SUPPLIED INFORMATION:
___

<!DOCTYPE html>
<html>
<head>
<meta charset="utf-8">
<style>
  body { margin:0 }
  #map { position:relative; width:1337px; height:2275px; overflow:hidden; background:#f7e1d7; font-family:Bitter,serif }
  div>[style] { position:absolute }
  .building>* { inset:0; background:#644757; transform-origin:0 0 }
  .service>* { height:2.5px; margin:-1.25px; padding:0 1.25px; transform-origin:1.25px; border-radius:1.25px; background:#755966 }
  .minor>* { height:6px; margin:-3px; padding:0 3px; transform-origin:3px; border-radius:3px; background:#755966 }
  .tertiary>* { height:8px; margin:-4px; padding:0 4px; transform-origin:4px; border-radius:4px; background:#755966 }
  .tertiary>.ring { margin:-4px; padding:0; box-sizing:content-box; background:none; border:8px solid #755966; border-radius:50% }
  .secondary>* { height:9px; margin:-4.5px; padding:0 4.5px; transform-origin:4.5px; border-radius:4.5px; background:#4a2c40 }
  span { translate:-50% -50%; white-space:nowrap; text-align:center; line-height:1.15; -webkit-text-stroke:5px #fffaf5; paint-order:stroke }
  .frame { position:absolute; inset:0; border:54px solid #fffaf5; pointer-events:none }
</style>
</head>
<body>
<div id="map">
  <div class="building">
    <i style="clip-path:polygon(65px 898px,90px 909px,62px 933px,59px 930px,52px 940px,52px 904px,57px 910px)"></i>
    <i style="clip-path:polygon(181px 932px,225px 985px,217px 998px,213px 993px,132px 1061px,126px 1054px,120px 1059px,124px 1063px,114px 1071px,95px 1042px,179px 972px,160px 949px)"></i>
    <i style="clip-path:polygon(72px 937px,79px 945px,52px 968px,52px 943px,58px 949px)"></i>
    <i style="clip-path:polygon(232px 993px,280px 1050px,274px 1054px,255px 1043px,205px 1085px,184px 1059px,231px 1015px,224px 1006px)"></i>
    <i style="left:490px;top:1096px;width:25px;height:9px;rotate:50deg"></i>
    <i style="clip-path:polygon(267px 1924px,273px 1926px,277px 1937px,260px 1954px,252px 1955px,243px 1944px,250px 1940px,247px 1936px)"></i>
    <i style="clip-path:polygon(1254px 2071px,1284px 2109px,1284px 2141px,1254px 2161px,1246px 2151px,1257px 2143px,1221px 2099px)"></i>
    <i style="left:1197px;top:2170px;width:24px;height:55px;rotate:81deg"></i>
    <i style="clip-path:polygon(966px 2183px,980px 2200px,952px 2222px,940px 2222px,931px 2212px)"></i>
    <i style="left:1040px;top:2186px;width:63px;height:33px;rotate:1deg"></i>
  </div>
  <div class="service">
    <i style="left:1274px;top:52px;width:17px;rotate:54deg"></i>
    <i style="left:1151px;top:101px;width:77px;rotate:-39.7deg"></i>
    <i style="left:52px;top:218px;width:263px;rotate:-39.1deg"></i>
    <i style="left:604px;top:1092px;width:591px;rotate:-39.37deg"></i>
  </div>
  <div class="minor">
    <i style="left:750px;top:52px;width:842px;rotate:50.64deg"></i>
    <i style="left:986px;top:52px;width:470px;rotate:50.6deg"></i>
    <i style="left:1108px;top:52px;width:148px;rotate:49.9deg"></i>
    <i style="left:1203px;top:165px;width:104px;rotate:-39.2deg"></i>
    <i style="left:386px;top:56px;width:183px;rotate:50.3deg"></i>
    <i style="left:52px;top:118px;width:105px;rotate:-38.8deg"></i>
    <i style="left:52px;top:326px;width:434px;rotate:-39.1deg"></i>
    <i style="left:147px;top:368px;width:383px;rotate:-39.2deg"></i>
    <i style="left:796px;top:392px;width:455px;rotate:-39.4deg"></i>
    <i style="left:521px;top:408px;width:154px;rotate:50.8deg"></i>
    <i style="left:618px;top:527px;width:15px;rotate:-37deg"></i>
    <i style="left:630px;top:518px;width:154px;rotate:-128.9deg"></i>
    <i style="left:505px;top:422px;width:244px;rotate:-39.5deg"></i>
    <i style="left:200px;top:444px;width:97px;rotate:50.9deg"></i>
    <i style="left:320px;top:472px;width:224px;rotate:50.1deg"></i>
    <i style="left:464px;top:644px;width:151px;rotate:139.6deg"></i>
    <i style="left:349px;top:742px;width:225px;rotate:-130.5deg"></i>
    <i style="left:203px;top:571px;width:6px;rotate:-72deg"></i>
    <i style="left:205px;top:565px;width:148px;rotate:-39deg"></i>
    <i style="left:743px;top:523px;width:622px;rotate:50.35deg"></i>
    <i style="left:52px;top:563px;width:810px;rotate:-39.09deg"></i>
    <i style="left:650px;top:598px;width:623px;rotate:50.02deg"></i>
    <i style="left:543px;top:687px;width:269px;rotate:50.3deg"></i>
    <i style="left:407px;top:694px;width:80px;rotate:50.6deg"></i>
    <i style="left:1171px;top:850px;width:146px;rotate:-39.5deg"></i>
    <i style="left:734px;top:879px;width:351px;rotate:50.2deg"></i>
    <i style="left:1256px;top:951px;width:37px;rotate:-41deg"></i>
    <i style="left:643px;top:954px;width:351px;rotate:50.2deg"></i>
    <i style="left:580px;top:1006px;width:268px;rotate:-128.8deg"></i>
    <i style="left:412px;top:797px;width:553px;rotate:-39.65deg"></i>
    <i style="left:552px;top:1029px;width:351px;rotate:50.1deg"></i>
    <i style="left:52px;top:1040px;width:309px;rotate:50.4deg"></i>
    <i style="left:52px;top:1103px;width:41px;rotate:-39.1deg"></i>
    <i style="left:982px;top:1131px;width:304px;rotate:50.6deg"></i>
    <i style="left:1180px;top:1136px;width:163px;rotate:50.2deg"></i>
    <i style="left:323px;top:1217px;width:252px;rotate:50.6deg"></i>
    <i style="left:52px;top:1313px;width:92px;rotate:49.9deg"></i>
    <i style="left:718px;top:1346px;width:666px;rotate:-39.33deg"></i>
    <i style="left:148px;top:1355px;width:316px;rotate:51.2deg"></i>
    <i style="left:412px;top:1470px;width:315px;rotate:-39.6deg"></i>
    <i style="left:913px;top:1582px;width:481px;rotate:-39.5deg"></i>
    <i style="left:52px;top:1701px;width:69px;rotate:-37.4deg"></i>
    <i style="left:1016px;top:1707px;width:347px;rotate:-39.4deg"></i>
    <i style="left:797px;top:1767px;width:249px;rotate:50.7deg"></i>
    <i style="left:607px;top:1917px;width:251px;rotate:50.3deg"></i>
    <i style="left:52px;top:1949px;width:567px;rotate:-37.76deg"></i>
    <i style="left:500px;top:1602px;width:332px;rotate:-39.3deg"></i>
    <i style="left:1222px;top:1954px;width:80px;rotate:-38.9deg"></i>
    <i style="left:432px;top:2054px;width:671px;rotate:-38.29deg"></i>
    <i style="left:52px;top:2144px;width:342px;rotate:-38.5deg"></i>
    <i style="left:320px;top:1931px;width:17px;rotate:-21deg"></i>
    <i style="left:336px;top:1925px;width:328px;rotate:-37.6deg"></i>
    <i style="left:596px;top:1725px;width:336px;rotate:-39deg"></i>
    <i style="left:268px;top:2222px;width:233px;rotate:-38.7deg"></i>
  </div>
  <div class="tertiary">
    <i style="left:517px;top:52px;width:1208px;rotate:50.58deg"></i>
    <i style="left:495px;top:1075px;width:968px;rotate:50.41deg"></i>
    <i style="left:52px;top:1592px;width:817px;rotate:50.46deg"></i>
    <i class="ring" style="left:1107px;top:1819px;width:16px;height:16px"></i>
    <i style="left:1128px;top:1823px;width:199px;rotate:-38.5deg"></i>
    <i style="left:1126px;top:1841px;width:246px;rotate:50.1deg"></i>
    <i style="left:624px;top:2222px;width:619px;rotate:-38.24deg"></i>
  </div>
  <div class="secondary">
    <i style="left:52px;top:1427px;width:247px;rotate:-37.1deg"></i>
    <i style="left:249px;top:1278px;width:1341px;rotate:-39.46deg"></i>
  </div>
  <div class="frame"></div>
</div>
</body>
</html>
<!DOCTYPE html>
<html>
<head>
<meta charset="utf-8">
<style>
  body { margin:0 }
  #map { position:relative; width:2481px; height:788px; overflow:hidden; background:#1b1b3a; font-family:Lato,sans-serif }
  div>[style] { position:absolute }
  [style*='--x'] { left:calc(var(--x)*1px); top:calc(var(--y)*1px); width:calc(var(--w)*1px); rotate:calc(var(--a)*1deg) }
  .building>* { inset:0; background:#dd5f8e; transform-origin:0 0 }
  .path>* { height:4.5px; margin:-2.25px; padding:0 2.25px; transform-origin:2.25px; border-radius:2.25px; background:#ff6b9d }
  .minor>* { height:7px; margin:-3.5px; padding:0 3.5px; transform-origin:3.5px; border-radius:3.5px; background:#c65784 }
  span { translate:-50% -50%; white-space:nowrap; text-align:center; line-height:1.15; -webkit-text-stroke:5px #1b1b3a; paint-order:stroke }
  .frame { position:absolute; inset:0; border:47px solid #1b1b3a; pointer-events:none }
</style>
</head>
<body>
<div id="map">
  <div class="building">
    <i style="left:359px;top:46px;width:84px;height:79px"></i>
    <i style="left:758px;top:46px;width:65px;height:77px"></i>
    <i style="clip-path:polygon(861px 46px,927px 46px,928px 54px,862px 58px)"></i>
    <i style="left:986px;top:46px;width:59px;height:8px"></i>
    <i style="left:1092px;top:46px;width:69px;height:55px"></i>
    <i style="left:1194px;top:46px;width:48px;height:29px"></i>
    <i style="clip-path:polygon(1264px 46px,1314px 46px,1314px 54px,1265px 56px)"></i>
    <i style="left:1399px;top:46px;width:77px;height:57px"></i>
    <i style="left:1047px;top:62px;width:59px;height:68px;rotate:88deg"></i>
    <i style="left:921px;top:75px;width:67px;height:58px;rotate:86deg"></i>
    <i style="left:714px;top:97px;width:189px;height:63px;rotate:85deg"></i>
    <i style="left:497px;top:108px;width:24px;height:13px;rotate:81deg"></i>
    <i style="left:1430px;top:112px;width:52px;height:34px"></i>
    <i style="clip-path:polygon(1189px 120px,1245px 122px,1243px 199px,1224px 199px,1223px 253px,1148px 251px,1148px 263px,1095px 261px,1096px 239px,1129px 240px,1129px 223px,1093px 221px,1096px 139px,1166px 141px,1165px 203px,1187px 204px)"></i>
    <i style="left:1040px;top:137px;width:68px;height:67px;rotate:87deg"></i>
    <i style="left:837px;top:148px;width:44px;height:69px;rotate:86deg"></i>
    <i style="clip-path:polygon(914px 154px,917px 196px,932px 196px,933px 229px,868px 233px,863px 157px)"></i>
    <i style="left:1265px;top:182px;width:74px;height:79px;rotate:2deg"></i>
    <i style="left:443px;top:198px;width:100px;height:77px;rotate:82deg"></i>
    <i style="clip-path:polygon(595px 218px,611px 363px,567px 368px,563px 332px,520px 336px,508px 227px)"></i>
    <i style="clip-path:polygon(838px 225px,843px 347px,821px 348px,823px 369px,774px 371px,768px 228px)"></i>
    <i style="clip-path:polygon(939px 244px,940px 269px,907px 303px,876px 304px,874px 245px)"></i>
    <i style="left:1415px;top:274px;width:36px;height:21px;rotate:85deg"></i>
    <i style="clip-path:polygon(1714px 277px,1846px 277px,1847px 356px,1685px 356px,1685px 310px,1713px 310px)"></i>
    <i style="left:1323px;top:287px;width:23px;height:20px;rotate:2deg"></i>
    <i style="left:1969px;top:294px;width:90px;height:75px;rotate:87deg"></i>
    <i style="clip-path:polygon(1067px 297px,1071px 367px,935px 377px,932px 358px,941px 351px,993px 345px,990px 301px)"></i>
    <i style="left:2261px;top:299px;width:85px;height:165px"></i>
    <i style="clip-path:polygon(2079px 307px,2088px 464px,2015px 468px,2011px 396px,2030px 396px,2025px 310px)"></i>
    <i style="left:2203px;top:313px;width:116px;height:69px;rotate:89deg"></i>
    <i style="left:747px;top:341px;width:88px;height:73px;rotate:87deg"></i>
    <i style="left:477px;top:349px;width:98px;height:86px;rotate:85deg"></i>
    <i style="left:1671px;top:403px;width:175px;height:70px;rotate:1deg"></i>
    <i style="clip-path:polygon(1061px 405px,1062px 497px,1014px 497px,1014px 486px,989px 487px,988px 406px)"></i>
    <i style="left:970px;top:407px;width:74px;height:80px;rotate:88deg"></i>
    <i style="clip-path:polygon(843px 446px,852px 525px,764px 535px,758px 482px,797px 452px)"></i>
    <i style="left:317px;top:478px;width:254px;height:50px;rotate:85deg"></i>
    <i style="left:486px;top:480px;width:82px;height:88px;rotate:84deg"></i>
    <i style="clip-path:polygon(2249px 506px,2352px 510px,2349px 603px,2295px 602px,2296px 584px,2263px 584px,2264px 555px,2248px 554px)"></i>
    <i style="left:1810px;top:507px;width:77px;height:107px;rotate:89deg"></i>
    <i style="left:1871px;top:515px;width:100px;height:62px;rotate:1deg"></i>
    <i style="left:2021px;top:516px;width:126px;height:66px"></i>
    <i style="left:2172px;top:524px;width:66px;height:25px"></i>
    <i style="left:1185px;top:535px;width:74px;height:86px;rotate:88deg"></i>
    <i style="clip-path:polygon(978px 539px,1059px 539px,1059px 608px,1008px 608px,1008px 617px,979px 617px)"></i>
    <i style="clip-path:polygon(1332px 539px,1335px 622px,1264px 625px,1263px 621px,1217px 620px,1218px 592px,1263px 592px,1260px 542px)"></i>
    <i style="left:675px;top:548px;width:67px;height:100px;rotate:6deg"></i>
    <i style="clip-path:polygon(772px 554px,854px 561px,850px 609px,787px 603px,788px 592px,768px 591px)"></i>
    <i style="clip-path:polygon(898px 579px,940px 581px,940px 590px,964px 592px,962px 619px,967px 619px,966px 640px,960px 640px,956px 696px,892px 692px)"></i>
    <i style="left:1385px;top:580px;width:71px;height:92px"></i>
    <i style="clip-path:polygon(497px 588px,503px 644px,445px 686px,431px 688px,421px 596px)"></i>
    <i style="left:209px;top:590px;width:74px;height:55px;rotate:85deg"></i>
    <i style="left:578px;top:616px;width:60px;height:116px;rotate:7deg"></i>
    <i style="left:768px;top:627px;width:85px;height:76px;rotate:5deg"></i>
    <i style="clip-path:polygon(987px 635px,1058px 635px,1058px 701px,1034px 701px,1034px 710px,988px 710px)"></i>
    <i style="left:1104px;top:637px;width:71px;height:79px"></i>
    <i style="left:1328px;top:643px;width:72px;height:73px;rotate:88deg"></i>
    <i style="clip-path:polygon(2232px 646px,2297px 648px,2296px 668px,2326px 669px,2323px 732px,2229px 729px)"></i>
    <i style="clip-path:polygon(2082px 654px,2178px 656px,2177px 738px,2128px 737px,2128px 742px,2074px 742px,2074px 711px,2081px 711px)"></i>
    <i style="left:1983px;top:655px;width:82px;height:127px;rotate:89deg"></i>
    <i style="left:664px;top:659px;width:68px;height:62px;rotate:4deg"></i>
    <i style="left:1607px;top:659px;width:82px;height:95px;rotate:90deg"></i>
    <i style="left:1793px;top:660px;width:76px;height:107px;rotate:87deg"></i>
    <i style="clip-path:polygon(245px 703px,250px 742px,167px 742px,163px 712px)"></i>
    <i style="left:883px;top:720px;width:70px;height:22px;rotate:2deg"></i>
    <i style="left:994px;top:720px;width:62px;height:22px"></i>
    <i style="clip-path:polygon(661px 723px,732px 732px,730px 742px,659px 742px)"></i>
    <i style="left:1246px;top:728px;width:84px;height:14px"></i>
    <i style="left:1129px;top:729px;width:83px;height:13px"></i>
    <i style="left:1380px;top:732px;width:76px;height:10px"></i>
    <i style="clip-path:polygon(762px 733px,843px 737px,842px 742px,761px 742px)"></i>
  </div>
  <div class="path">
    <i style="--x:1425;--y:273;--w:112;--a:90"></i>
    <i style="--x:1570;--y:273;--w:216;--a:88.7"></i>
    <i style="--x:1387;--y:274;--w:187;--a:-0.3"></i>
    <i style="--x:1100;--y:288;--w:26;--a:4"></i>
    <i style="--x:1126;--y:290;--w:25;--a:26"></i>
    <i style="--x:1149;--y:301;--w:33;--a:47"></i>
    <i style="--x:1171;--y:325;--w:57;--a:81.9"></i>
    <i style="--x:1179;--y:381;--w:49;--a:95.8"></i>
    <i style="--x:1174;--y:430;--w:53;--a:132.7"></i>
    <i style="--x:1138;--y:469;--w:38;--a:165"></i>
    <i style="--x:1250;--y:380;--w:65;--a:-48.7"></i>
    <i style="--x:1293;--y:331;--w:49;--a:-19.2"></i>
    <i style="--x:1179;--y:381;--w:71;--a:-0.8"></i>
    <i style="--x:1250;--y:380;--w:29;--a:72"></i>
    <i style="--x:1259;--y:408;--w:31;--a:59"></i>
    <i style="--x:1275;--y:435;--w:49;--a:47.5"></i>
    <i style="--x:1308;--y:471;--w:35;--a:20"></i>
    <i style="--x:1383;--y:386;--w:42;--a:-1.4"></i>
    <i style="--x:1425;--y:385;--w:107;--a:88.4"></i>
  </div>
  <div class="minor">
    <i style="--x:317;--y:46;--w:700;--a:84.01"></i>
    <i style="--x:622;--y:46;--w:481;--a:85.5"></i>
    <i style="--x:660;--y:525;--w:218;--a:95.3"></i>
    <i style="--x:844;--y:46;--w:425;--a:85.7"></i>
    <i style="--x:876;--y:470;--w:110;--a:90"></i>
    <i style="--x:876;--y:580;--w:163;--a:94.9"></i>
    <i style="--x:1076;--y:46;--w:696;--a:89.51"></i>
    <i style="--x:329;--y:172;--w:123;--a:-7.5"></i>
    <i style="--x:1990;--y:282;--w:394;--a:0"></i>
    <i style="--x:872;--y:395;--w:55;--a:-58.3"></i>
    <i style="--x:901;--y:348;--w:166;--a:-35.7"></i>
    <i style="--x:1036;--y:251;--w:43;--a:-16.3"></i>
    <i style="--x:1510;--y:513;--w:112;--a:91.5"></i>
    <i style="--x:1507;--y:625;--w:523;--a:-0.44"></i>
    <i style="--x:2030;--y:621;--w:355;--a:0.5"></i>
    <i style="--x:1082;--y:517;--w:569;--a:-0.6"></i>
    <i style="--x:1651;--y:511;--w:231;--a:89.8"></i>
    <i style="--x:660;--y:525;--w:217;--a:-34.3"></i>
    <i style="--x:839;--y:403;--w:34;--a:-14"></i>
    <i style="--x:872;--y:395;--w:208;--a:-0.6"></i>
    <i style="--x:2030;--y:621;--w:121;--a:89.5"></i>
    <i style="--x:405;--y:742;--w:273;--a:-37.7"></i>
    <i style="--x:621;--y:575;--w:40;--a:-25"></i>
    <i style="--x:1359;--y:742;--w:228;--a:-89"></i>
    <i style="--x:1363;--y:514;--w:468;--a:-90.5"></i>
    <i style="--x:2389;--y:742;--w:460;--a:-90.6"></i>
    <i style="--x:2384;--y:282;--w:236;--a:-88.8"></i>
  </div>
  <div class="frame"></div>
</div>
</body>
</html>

___

EXERCISE INSTRUCTIONS: Copy each line above holding "hidden".

RESULT OF THE TASK:
  #map { position:relative; width:1337px; height:2275px; overflow:hidden; background:#f7e1d7; font-family:Bitter,serif }
  #map { position:relative; width:2481px; height:788px; overflow:hidden; background:#1b1b3a; font-family:Lato,sans-serif }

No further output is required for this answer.